Second, there is a need to raise the allocation of funds at various levels in order to actually see more action on the ground. The government has made a one-time provision for Rs 20 lakh for a set of rare diseases identified under Group 1 and amenable to one-time curative treatment. But the catch is that the patients have to be eligible for Pradhan Mantri Jan Arogya Yojana.

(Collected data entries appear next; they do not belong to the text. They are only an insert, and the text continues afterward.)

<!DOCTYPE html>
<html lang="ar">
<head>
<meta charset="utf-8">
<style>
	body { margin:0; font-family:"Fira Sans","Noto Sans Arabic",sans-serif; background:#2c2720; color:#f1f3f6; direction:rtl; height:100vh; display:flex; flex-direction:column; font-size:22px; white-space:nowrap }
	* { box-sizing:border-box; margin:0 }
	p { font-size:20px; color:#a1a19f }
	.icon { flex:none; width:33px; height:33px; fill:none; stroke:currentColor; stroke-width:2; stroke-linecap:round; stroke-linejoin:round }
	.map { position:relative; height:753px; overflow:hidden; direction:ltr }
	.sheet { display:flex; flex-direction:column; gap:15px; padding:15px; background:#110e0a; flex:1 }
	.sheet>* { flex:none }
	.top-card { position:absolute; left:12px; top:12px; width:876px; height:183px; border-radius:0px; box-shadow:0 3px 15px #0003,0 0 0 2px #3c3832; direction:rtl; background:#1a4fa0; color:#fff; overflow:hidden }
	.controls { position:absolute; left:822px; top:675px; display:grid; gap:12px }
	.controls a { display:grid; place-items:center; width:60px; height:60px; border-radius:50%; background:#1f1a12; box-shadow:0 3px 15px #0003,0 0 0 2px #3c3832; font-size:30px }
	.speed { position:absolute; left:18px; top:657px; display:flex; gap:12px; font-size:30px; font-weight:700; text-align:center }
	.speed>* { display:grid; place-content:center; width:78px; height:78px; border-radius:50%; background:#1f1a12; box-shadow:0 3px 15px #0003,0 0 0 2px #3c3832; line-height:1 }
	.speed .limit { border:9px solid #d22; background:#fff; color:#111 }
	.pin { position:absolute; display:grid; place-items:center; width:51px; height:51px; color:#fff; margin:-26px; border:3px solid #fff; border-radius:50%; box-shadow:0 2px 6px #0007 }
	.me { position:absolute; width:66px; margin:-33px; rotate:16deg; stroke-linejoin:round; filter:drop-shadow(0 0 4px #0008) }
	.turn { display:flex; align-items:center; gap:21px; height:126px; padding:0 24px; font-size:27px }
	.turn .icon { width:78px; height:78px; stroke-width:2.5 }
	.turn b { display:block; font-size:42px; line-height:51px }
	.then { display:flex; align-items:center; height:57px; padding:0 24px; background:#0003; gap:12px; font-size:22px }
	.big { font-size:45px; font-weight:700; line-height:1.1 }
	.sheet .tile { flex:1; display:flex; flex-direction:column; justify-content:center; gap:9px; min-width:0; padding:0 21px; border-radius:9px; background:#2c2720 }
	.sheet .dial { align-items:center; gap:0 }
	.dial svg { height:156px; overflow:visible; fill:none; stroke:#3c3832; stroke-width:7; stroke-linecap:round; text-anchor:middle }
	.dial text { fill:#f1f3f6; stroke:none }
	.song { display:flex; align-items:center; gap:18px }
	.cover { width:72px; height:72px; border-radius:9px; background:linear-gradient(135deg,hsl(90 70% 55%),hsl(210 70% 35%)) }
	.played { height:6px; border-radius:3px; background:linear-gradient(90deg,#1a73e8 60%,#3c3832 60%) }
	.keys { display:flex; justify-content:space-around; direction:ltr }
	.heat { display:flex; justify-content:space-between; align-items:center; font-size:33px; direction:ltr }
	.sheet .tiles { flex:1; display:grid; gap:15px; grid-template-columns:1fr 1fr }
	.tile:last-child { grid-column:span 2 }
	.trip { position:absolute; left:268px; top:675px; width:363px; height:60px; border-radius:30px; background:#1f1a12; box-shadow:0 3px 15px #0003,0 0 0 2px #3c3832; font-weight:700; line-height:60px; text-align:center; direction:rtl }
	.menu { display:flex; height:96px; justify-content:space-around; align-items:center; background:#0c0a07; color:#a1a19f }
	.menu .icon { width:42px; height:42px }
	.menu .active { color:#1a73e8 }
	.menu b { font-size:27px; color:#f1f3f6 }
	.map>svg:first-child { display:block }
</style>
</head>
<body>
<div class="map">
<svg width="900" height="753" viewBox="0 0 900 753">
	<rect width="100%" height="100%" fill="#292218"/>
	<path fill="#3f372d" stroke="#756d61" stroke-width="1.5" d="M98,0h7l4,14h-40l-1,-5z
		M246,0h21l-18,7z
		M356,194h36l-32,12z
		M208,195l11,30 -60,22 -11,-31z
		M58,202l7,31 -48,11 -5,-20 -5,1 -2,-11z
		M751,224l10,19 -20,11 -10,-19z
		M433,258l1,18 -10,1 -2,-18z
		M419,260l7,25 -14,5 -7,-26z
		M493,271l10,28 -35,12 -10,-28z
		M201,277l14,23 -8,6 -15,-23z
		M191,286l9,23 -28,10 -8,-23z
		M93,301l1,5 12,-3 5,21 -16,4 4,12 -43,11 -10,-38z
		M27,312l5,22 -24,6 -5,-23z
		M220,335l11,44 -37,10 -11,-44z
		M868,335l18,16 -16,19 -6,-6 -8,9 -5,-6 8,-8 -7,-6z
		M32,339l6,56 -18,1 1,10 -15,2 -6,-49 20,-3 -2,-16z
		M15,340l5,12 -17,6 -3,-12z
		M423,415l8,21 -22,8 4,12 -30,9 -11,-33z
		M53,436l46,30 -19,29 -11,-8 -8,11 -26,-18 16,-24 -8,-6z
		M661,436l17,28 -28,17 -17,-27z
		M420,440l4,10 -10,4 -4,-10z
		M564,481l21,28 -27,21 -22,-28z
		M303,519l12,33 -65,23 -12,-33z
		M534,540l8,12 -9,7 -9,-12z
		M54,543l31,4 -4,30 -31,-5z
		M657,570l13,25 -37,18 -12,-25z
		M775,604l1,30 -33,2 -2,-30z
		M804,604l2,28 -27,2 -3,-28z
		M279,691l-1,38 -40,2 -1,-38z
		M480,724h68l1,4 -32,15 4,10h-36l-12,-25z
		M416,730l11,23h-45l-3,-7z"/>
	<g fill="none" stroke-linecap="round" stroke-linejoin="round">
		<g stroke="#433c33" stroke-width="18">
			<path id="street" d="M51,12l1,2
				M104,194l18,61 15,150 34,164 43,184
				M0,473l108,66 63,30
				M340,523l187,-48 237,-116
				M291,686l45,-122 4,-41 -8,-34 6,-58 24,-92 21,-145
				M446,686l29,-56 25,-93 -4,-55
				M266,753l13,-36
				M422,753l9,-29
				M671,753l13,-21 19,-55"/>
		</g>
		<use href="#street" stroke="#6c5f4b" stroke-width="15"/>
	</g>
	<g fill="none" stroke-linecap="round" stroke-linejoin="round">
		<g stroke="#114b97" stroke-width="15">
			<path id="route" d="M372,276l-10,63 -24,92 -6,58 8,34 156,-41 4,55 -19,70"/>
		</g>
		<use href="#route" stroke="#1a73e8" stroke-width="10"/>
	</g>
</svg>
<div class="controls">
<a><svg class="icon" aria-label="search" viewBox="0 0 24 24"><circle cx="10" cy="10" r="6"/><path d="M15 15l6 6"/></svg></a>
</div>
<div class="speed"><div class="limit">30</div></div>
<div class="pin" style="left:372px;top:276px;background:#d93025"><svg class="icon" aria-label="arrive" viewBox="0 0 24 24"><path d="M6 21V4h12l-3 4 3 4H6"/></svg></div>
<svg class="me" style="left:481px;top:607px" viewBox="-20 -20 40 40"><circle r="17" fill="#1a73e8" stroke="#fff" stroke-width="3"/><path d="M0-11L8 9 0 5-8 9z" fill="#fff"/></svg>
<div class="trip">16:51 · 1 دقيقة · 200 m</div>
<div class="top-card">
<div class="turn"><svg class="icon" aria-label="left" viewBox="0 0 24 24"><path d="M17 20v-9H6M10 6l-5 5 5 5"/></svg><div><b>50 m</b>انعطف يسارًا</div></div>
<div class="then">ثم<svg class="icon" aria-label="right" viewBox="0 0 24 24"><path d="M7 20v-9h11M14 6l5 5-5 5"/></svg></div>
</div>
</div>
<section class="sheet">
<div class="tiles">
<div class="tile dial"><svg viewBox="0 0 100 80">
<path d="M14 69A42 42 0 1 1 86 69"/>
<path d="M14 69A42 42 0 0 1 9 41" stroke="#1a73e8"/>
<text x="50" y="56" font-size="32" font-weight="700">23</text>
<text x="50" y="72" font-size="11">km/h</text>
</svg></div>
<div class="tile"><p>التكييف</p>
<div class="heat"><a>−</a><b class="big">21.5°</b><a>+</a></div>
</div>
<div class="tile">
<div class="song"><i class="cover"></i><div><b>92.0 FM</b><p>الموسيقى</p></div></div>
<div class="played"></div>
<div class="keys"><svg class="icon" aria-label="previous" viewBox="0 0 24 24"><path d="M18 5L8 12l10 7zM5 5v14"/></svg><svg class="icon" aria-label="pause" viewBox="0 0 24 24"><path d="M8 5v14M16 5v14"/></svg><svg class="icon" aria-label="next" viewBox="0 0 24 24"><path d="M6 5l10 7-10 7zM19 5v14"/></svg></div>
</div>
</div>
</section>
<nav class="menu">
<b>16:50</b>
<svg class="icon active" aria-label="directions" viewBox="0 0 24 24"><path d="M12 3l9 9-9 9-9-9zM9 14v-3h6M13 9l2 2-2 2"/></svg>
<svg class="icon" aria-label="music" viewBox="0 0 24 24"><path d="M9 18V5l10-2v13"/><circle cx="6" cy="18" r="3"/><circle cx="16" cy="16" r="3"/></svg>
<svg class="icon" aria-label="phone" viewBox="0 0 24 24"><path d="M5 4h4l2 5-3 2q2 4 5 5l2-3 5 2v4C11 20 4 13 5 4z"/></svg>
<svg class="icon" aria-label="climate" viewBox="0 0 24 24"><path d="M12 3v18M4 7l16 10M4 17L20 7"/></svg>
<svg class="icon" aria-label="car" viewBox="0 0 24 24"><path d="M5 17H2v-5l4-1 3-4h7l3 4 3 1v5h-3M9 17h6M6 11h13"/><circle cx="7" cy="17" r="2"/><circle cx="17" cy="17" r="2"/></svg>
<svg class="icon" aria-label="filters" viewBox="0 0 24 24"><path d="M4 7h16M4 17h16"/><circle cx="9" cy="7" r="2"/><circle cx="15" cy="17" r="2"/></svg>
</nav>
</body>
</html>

Similarly, for diseases categorized under Group 2 which can be managed with special diets or hormonal supplements or other relatively low cost interventions, it has reached out to the state governments which could consider supporting these patients. However, the most overlooked segment has been those diseases delineated under Group 3 for which definitive treatment is available but involves very high cost and lifelong therapy. Here, the suggestion of a voluntary crowdfunding mechanism to raise resources even with the help of digital media and the intended roping in of PSUs and corporate houses under CSR rules does not guarantee that a patient would be able to timely raise enough funds for lifelong treatment. As such, the government must provide for substantive funds on this count or incentivize companies and institutions sufficiently for the latter to support treatment of individuals with such rare diseases. In fact, due to scarcity of resources, a suitable strategy for prioritization of treatment could be worked out. For instance, if the same family has more than one case, treatment can be made available to the child with most likelihood of survival.
Third, the allocation of Rs 5 crore to the 8 identified Centers of Excellence (COE) for upgrading their infrastructure and equipment must be increased substantially.

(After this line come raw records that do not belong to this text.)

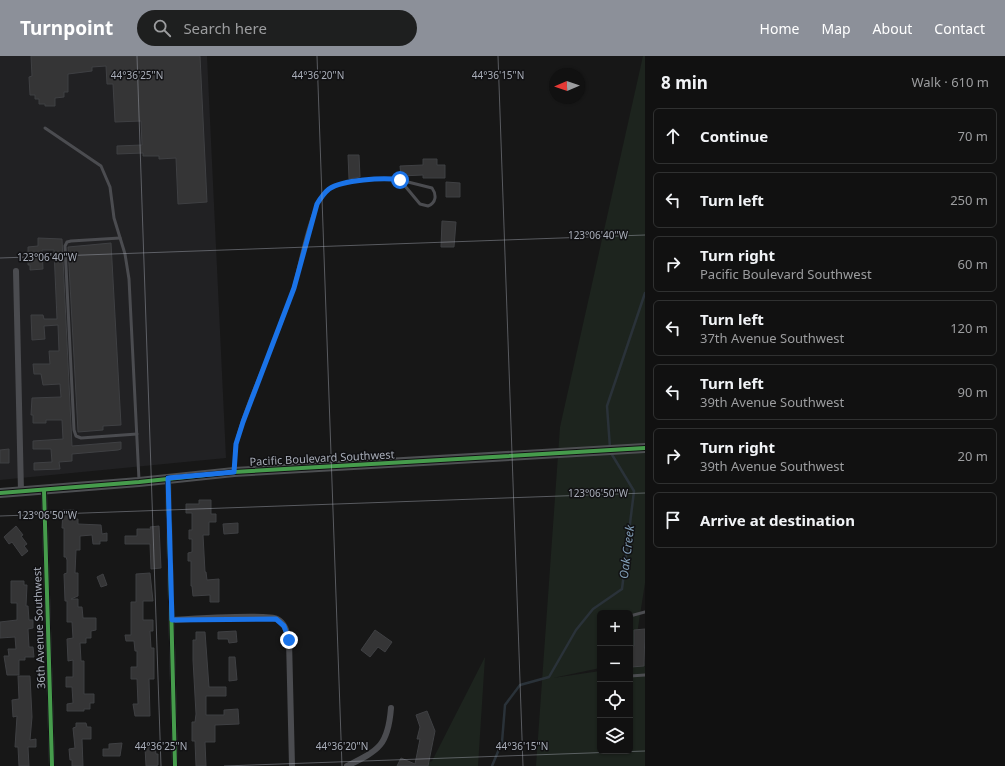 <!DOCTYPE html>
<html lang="en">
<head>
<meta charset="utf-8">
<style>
	body { margin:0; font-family:"Noto Sans",sans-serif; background:#1e1f1f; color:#f1f3f6 }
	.controls { position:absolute; right:12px; bottom:12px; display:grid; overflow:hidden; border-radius:6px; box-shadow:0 1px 3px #0004 }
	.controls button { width:36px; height:36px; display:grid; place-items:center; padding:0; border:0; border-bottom:1px solid #303131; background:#111; color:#f1f3f6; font:20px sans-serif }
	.compass { position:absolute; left:549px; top:12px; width:36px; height:36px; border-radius:50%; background:#111; box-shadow:0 1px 3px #0004; rotate:268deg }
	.stop { position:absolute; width:12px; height:12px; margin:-9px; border:3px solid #1a73e8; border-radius:50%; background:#fff }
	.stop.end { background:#1a73e8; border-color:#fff; box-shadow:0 1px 4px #0008 }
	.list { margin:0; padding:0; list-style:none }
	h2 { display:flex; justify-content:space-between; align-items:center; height:52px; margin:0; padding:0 16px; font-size:17px }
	h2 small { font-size:13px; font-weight:400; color:#9c9d9f }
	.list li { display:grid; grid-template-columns:26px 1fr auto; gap:12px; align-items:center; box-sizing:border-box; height:56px; margin:0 8px 8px; padding:0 8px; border:1px solid #303131; border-radius:6px }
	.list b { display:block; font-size:15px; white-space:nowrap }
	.list p { margin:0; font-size:13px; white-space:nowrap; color:#9c9d9f }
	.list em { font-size:13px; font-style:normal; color:#9c9d9f }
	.icon { flex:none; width:22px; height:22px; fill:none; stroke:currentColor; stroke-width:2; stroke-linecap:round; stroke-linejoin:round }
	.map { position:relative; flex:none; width:645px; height:710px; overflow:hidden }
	header { display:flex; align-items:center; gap:24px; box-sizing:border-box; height:56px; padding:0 20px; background:#8c9099; color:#fff }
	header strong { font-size:19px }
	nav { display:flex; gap:22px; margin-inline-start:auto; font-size:14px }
	.search { width:280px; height:36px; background:#1e1f1f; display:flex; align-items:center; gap:10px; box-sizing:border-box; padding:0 14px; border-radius:22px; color:#9c9d9f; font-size:15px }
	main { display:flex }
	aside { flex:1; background:#111 }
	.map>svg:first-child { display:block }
	.built { fill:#212123 }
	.green { fill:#1d241e }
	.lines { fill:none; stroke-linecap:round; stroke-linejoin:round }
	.stream { stroke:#2a3239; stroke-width:2.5 }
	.building { fill:#353536; stroke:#3f4043 }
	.lane { stroke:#4b4c50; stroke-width:3 }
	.street { stroke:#4b4c50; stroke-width:6 }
	.primary { stroke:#4d4f52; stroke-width:10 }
	.cycleway-casing { stroke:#111113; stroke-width:6 }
	.cycleway { stroke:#469c4c; stroke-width:4 }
	.route { stroke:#1a73e8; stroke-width:5 }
	.ticks { fill:none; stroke:#a8adb8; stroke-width:1; stroke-opacity:0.45 }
	.labels { text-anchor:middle; stroke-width:3; stroke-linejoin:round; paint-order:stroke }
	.street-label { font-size:11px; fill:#a8adb8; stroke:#111113 }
	.water-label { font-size:12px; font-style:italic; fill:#7f9bb3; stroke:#111113 }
	.ticks-label { font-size:10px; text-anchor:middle; fill:#a8adb8; stroke:#111113; stroke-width:3; stroke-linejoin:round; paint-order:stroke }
</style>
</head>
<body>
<header>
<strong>Turnpoint</strong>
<div class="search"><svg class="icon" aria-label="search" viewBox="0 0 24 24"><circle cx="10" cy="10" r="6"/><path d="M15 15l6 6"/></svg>Search here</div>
<nav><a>Home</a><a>Map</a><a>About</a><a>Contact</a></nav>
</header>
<main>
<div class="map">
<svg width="645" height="710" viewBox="0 0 645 710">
	<rect width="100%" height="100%" fill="#171717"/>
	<!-- built -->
	<polygon class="built" points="0,0 207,0 226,402 0,424"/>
	<!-- green -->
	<g class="green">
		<polygon points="643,0 645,0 645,527 633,604 630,605 630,557 600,557 600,612 553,622 600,615 600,695 630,695 630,610 645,607 645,710 536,710 560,371"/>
		<polygon points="485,601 478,710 420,710 432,705"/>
	</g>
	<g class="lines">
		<!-- stream -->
		<g class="stream">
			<polyline points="610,392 607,350 645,237"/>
			<polyline points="492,710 502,686 505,649 520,629 549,621 576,574 593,553 622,533 634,435 611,397"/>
		</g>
	</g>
	<!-- building -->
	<g class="building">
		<polygon points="31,0 200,0 207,146 178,148 176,102 159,103 159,100 143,100 143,97 117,98 117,90 142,89 141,65 115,66 113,28 107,28 106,10 92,11 92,15 68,18 68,36 64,36 64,41 55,42 55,50 45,50 45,48 39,48 39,43 35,43 35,39 30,39 29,21 32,20"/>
		<polygon points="348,99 359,99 360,121 349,123"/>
		<polygon points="423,103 437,103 437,109 445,109 445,122 423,122 423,119 401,120 400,110 423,109"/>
		<polygon points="446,126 460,127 460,141 446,141"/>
		<polygon points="442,165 456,166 454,191 441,191"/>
		<polygon points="38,182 62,183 72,390 121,386 121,393 118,394 72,398 72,405 59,406 60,413 34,414 34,407 52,406 51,393 33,393 33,385 63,383 62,364 46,364 46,367 33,367 33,359 31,359 32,342 61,341 60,328 43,329 41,318 34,318 33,308 50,308 49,295 59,295 58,269 44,270 45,283 32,284 31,259 43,259 44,263 57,263 54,194 42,194 43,213 30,214 30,209 28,209 28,191 38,190"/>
		<polygon points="111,187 121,369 103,370 103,374 78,376 68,191"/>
		<polygon points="9,393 9,407 0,407 0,394"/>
		<polygon points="199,444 211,444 211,458 216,458 216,466 209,466 209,479 203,479 205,516 206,516 207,524 219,523 219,546 210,546 210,539 193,540 192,530 191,530 191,505 188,505 188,497 192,496 192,483 189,483 189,474 192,474 192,457 186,457 186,448 199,448"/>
		<polygon points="63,454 74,454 74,463 78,463 78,468 101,469 102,478 107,477 107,485 100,485 100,488 93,488 92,479 80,480 80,494 76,494 75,517 78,517 78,540 71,543 78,543 78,551 82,551 83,562 96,562 96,574 91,575 91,582 86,582 86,587 80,587 81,605 84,605 84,638 94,638 94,647 90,647 90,653 84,653 84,655 67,655 67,648 73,647 72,631 66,631 66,621 73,621 73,604 68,605 67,583 73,582 72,566 67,566 67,545 65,545 64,518 67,517 67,504 66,501 64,501 64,472 62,472"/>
		<polygon points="238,467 238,477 224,478 223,468"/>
		<polygon points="16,470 23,479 21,480 27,488 24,490 28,495 22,500 12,486 9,488 4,481"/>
		<polygon points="159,470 161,512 151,513 150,488 125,488 125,480 137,480 137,473 151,473 150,471"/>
		<polygon points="150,517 153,545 143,545 143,564 153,564 153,575 150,575 151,592 154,592 154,623 149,623 150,660 135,660 133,648 138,648 137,623 131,623 131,611 137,611 137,595 135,595 134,585 126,585 125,579 131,579 131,546 136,546 136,518"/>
		<polygon points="103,518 107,529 101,531 97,521"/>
		<polygon points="11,525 24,525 24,529 27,529 26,550 28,550 29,564 33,564 33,572 28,573 29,591 33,591 34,601 25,601 25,604 19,604 19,619 7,619 4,600 9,600 8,593 16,593 15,581 0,582 0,566 17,564 17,547 11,547"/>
		<polygon points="645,573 644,610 631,611 630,590 634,590 634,574"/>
		<polygon points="375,574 392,586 385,596 378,591 370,601 361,594"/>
		<polygon points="236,575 237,586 229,587 228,583 218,583 218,576"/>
		<polygon points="196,576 205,576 209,631 226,631 226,640 206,640 206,659 224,659 224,654 238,653 239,668 215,669 215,686 205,686 206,710 196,710 195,685 192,685 192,666 195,666 196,658 193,604 193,584 196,584"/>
		<polygon points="229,601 235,601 237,624 229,625"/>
		<polygon points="18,620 30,620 32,661 30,684 36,683 36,691 28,691 29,710 19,710 18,691 15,691 17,660 13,661 12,644 19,643"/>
		<polygon points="427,655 435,675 428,710 397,710 401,702 415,708 420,683 417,683 420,671 416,659"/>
		<polygon points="76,667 86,667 87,671 91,671 91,683 82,683 83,710 72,710 72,704 70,704 69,693 75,692 73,672 76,671"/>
		<polygon points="122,687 120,700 103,700 103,693 109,693 109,688"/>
		<polygon points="145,691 155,691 156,698 158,698 158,709 156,710 146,710"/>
	</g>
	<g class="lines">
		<!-- lane -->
		<g class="lane">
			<polyline points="45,72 101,110 110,131 114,162 125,198 129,223 139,424"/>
			<polyline points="120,182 71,185 67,186 65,190 74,374 76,380 81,382 137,378"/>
			<path d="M235,414C235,405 234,395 236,387C250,333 279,283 294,230C300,208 311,146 328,134C341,124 384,121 400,124L432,132C437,139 436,147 428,150L420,148L400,124"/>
			<polyline points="630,560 645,556"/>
			<polyline points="630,620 645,619"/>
		</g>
		<!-- street -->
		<g class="street">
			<polyline points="16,215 21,436"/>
			<polyline points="168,422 175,710"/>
			<polyline points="44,434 52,710"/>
			<path d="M172,564C188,563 268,558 277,563C285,567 287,576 289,584L292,710"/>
			<path d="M347,710C379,694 388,690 391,652"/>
		</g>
		<!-- primary -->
		<polyline class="primary" points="0,437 139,426 234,416 645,392"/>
		<!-- cycleway casing -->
		<g class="cycleway-casing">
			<g id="cycleway">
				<polyline points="168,422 175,710"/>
				<polyline points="44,434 52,710"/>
				<polyline points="0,437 139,426 234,416 645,392"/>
			</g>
		</g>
		<!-- cycleway -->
		<use href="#cycleway" class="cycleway"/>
	</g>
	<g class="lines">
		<!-- route -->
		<path class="route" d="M289,584L284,570L276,563L172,564L168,422L234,416L236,388L243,366L294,232L317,148C320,143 324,137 329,133C342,124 384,121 400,124"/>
	</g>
	<!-- ticks -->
	<path class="ticks" d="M137,0L161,710M317,0L342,710M498,0L523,710M0,202L645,179M0,460L645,437M224,710L645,695"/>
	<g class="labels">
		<!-- street labels -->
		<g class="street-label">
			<text transform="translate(322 402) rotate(-3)" y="4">Pacific Boulevard Southwest</text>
			<text transform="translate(39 572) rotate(-92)" y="4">36th Avenue Southwest</text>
		</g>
		<!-- water labels -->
		<g class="water-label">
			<text transform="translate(627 496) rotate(-83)" y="4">Oak Creek</text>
		</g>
	</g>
	<g class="ticks-label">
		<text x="137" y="23">44°36'25"N</text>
		<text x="318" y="23">44°36'20"N</text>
		<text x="498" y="23">44°36'15"N</text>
		<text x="598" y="183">123°06'40"W</text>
		<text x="47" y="205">123°06'40"W</text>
		<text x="598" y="441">123°06'50"W</text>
		<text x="47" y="463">123°06'50"W</text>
		<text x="161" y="694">44°36'25"N</text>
		<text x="342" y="694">44°36'20"N</text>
		<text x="522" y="694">44°36'15"N</text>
	</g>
</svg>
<div class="controls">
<button>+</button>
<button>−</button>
<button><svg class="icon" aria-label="locate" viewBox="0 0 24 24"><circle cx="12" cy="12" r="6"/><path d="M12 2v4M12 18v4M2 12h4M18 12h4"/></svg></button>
<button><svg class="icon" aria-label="layers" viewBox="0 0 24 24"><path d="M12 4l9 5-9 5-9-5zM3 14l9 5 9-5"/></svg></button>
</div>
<svg class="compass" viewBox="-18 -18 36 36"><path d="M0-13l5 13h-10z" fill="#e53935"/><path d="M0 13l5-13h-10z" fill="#9c9d9f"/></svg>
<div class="stop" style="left:400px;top:124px"></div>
<div class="stop end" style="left:289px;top:584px"></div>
</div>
<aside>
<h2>8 min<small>Walk · 610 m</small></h2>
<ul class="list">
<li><svg class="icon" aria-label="ahead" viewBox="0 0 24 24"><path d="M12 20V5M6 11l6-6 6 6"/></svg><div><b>Continue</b></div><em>70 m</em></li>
<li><svg class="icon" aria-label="left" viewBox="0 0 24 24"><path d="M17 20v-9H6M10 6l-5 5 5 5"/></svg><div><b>Turn left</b></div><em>250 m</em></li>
<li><svg class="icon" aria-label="right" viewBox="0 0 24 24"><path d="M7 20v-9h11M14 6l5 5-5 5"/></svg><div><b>Turn right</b><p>Pacific Boulevard Southwest</p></div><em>60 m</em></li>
<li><svg class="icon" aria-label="left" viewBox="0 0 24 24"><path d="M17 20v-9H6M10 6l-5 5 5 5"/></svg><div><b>Turn left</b><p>37th Avenue Southwest</p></div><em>120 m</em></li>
<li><svg class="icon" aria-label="left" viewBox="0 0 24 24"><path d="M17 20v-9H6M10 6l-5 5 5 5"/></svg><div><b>Turn left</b><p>39th Avenue Southwest</p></div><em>90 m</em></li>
<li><svg class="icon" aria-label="right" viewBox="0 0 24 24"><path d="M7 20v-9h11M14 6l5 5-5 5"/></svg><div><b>Turn right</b><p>39th Avenue Southwest</p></div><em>20 m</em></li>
<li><svg class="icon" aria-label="arrive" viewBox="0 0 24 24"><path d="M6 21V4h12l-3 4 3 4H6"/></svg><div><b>Arrive at destination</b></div></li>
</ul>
</aside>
</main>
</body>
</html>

Fourth, we must remember that early and timely diagnosis would not only bring down long-terms costs, for both the patient and the government, but also prove to be lifesaving. So, although the National Policy for Rare Diseases 2021 has spoken of the need for preventive screening through prenatal screening, prenatal diagnosis, newborn screening and early postnatal diagnosis and treatment, there is a need to make the related infrastructure and equipment available in our hospitals and clinics. Besides strengthening tertiary care, given that 90% of children are born in nursing homes, the government can surely mandate the clinics to ensure newborn screening for at least a few treatable rare diseases, as it happens in the developed world.
In sum, even as the National Policy for Rare Diseases 2021 has been a welcome first step, the government needs to further bolster it with relevant policy support as well as higher resource allocation.